TASK GOAL
Down to the last line, restate the records below word for word, dropping every image.
[DATASET ENTRIES Boundary: Start]
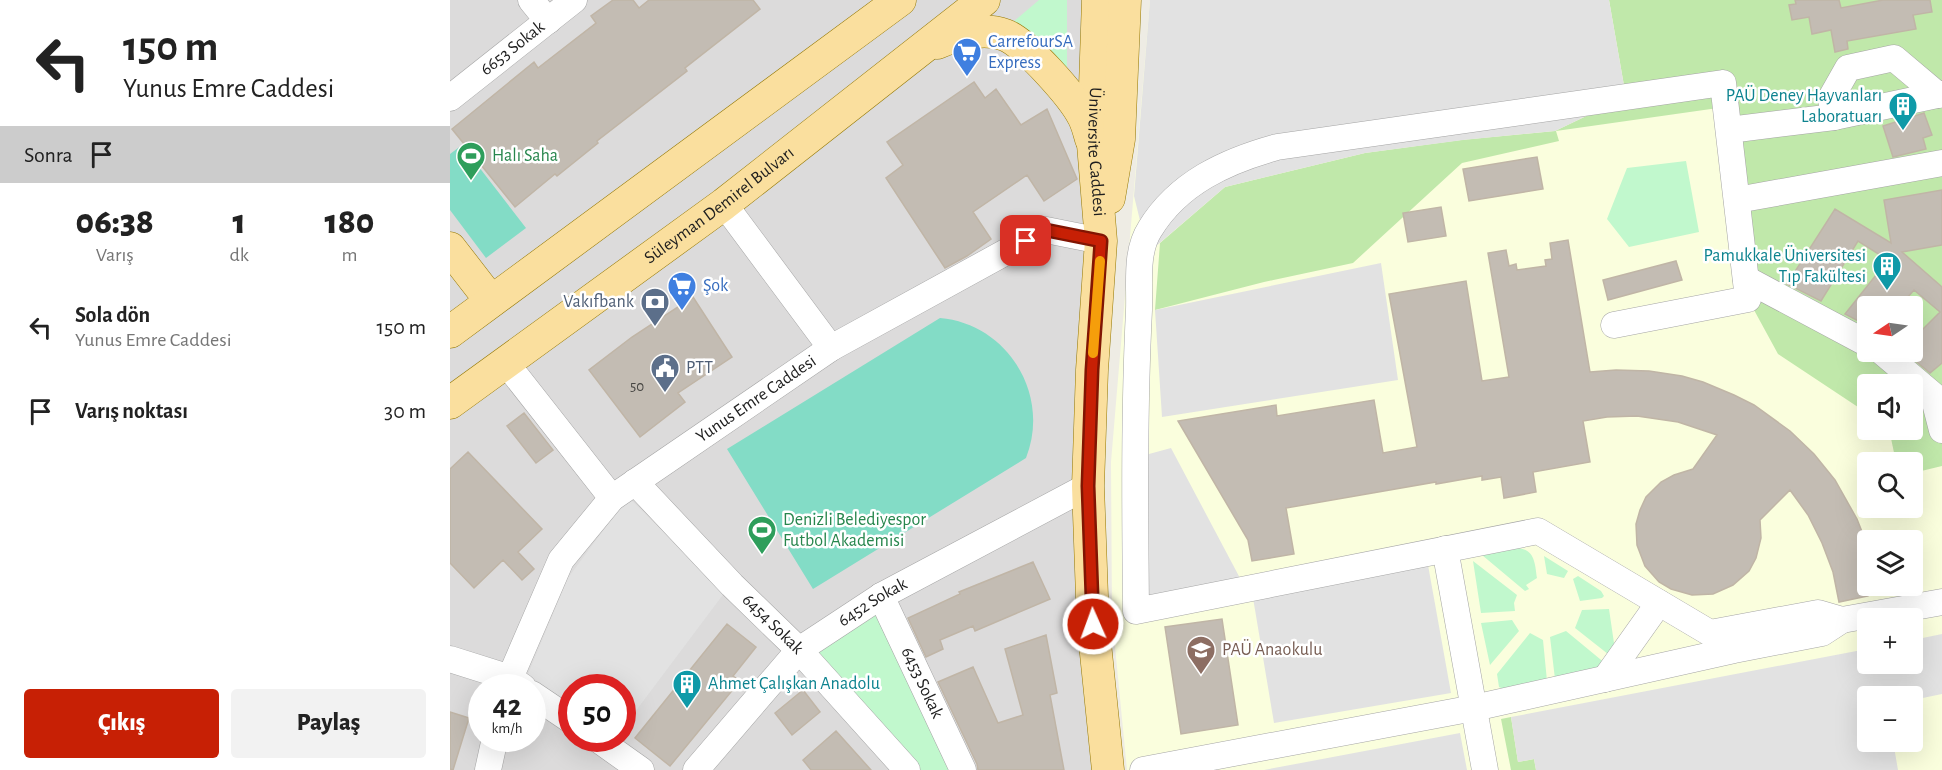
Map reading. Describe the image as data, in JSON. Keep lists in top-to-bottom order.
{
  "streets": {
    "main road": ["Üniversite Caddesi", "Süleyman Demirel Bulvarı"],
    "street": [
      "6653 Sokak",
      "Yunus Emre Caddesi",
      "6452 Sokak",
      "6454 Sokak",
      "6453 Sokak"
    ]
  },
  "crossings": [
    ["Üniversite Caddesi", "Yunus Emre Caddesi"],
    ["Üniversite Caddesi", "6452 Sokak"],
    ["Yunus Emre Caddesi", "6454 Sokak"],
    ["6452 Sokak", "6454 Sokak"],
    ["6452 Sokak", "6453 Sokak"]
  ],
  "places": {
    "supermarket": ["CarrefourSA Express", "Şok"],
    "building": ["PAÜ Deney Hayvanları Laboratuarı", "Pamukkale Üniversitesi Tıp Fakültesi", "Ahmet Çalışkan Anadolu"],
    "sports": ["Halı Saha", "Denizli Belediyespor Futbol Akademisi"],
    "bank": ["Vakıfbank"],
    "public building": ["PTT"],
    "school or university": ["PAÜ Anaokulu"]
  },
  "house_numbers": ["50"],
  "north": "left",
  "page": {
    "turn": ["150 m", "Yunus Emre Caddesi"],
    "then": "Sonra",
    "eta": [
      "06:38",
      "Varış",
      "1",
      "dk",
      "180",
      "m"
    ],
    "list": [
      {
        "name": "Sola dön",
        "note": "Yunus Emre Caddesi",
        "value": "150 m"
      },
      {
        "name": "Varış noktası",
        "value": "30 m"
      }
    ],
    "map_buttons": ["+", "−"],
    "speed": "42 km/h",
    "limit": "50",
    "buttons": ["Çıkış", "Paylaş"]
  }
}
[DATASET ENTRIES Boundary: End]
TASK OUTPUT
Map reading. Describe the image as data, in JSON. Keep lists in top-to-bottom order.
{
  "streets": {
    "main road": ["Üniversite Caddesi", "Süleyman Demirel Bulvarı"],
    "street": [
      "6653 Sokak",
      "Yunus Emre Caddesi",
      "6452 Sokak",
      "6454 Sokak",
      "6453 Sokak"
    ]
  },
  "crossings": [
    ["Üniversite Caddesi", "Yunus Emre Caddesi"],
    ["Üniversite Caddesi", "6452 Sokak"],
    ["Yunus Emre Caddesi", "6454 Sokak"],
    ["6452 Sokak", "6454 Sokak"],
    ["6452 Sokak", "6453 Sokak"]
  ],
  "places": {
    "supermarket": ["CarrefourSA Express", "Şok"],
    "building": ["PAÜ Deney Hayvanları Laboratuarı", "Pamukkale Üniversitesi Tıp Fakültesi", "Ahmet Çalışkan Anadolu"],
    "sports": ["Halı Saha", "Denizli Belediyespor Futbol Akademisi"],
    "bank": ["Vakıfbank"],
    "public building": ["PTT"],
    "school or university": ["PAÜ Anaokulu"]
  },
  "house_numbers": ["50"],
  "north": "left",
  "page": {
    "turn": ["150 m", "Yunus Emre Caddesi"],
    "then": "Sonra",
    "eta": [
      "06:38",
      "Varış",
      "1",
      "dk",
      "180",
      "m"
    ],
    "list": [
      {
        "name": "Sola dön",
        "note": "Yunus Emre Caddesi",
        "value": "150 m"
      },
      {
        "name": "Varış noktası",
        "value": "30 m"
      }
    ],
    "map_buttons": ["+", "−"],
    "speed": "42 km/h",
    "limit": "50",
    "buttons": ["Çıkış", "Paylaş"]
  }
}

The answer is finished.